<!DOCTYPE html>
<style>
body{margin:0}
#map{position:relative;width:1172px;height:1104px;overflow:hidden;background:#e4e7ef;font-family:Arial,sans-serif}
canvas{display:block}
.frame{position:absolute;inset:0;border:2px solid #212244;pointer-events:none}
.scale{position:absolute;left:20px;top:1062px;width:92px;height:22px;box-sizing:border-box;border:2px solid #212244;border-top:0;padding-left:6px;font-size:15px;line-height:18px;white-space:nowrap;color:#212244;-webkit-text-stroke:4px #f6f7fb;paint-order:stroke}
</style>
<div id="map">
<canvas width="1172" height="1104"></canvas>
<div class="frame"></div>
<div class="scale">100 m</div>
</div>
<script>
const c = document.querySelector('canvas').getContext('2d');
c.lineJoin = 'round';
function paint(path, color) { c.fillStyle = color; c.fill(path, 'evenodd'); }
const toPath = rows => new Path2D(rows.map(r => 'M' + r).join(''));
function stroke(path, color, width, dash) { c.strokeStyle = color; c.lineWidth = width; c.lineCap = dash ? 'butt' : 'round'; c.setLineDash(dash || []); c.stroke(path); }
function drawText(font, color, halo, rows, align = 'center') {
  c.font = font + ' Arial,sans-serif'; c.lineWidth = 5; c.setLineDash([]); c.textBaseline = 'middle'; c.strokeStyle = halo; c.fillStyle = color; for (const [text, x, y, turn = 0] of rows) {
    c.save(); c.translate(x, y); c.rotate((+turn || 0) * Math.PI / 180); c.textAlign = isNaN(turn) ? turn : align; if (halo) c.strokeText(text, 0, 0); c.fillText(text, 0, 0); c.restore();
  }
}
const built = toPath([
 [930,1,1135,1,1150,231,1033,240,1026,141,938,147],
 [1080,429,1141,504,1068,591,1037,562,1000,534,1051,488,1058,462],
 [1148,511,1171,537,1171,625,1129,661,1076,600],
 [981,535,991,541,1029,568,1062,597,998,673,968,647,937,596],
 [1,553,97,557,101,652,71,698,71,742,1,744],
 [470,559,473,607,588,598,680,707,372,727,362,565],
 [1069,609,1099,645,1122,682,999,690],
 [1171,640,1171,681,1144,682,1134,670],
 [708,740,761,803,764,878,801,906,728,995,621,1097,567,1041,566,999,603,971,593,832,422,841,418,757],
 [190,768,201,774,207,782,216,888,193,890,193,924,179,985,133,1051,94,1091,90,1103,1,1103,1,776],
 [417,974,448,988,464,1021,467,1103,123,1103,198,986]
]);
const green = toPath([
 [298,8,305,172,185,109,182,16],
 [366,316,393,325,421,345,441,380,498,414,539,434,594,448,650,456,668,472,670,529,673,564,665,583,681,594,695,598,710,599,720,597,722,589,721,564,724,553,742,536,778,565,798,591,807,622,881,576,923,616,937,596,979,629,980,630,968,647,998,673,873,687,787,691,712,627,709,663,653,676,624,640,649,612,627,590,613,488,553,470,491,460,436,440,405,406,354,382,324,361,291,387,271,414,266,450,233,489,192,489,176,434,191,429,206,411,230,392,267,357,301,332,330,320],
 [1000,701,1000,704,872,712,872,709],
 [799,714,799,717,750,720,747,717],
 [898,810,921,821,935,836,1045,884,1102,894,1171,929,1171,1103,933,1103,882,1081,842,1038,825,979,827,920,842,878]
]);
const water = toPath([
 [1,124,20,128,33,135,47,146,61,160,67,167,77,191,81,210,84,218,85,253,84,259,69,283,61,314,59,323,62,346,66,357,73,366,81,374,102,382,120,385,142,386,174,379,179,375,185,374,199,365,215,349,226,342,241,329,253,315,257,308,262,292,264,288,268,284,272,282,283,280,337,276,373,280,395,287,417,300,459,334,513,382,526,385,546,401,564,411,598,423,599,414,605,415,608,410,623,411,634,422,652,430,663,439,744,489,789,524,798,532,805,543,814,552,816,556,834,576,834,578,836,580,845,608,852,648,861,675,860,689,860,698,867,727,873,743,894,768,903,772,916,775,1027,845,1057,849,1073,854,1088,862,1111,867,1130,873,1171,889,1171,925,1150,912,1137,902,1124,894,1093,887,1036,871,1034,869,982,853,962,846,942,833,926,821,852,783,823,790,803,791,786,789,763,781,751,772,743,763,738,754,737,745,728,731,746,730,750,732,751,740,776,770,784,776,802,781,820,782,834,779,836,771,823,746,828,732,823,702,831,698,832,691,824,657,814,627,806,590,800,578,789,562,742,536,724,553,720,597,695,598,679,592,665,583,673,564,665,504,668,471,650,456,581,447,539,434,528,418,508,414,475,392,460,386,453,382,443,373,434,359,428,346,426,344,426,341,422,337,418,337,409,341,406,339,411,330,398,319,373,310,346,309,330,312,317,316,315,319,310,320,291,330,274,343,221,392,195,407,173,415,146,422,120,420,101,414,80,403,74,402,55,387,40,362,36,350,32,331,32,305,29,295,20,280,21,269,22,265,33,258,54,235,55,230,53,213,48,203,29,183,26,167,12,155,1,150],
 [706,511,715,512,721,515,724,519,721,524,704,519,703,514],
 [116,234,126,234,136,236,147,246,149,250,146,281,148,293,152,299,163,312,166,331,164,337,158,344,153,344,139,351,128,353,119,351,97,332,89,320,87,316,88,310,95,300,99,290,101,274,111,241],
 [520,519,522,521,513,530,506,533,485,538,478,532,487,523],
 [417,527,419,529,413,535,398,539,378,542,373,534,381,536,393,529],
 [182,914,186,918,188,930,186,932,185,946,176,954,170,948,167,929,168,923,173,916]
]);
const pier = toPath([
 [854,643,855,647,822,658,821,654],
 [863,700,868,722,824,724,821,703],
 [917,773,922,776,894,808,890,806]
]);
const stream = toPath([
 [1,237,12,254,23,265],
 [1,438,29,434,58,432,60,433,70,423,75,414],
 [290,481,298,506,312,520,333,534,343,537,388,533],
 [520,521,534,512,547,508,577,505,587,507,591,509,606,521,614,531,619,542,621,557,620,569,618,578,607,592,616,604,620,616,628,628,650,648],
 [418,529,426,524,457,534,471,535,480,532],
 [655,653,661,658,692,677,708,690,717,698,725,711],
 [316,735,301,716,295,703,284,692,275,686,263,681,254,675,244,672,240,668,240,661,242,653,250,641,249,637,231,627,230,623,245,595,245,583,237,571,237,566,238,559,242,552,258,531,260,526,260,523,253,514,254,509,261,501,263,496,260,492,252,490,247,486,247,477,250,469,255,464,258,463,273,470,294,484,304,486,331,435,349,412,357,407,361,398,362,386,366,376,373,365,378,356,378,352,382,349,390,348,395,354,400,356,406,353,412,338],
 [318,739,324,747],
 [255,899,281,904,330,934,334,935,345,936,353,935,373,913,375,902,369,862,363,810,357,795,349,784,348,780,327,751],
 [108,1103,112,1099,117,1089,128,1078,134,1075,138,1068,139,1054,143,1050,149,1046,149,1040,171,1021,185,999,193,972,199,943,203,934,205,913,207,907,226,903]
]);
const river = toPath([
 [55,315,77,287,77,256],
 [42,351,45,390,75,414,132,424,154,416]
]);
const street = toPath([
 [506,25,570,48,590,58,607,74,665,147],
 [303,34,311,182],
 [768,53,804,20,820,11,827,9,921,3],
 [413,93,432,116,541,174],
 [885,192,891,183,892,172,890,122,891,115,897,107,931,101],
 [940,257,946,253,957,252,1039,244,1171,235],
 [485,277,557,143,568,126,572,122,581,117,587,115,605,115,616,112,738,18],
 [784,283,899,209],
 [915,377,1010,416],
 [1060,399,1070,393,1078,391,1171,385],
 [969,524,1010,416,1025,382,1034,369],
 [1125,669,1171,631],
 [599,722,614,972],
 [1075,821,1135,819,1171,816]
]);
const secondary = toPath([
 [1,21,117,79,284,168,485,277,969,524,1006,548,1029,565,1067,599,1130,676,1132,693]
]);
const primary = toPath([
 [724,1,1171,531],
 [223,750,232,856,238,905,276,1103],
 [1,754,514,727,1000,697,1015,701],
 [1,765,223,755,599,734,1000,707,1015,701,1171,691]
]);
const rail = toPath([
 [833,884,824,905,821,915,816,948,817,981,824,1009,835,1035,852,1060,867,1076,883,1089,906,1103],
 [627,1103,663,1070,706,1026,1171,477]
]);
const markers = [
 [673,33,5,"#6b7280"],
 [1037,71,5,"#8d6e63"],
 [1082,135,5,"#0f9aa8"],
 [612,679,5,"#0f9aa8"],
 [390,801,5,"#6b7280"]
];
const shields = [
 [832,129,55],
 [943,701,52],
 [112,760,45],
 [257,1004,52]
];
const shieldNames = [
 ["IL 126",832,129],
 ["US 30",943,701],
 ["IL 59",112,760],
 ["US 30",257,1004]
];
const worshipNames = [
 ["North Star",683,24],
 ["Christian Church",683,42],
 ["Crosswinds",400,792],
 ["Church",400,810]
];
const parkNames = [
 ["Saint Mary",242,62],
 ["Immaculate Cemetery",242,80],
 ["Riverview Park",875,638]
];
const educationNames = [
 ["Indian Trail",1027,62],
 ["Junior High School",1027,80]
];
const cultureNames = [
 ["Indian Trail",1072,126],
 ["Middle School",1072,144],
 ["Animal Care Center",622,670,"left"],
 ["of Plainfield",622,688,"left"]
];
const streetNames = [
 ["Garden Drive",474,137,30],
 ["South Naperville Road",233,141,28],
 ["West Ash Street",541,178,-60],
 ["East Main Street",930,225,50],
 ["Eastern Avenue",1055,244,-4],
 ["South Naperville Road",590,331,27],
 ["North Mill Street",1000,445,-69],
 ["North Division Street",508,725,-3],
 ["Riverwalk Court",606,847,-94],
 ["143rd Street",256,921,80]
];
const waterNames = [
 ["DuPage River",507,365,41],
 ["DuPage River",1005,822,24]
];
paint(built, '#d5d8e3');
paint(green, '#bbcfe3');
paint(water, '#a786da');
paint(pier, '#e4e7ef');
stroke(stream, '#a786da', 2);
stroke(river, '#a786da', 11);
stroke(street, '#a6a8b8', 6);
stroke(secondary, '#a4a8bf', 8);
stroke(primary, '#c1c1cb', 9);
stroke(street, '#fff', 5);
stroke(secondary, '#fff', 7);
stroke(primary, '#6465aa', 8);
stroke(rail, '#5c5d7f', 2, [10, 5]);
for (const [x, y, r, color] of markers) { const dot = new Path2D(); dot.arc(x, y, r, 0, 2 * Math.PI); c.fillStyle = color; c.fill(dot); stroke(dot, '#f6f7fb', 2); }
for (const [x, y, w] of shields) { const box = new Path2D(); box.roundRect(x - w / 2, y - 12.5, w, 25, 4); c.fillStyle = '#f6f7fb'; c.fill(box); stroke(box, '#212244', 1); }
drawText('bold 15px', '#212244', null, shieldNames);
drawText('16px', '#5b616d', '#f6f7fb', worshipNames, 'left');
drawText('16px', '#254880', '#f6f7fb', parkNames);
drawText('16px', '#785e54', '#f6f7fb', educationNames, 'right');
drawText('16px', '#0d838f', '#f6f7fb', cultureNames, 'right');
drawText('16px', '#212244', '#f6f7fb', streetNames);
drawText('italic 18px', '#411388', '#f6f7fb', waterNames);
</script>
************
__EXERCISE BRIEF__: Beginning at the line that contains "for (const [x, y, w]", give again every line down to the end of the material, exactly as written, and stop there.

__RESULT BELOW__:
for (const [x, y, w] of shields) { const box = new Path2D(); box.roundRect(x - w / 2, y - 12.5, w, 25, 4); c.fillStyle = '#f6f7fb'; c.fill(box); stroke(box, '#212244', 1); }
drawText('bold 15px', '#212244', null, shieldNames);
drawText('16px', '#5b616d', '#f6f7fb', worshipNames, 'left');
drawText('16px', '#254880', '#f6f7fb', parkNames);
drawText('16px', '#785e54', '#f6f7fb', educationNames, 'right');
drawText('16px', '#0d838f', '#f6f7fb', cultureNames, 'right');
drawText('16px', '#212244', '#f6f7fb', streetNames);
drawText('italic 18px', '#411388', '#f6f7fb', waterNames);
</script>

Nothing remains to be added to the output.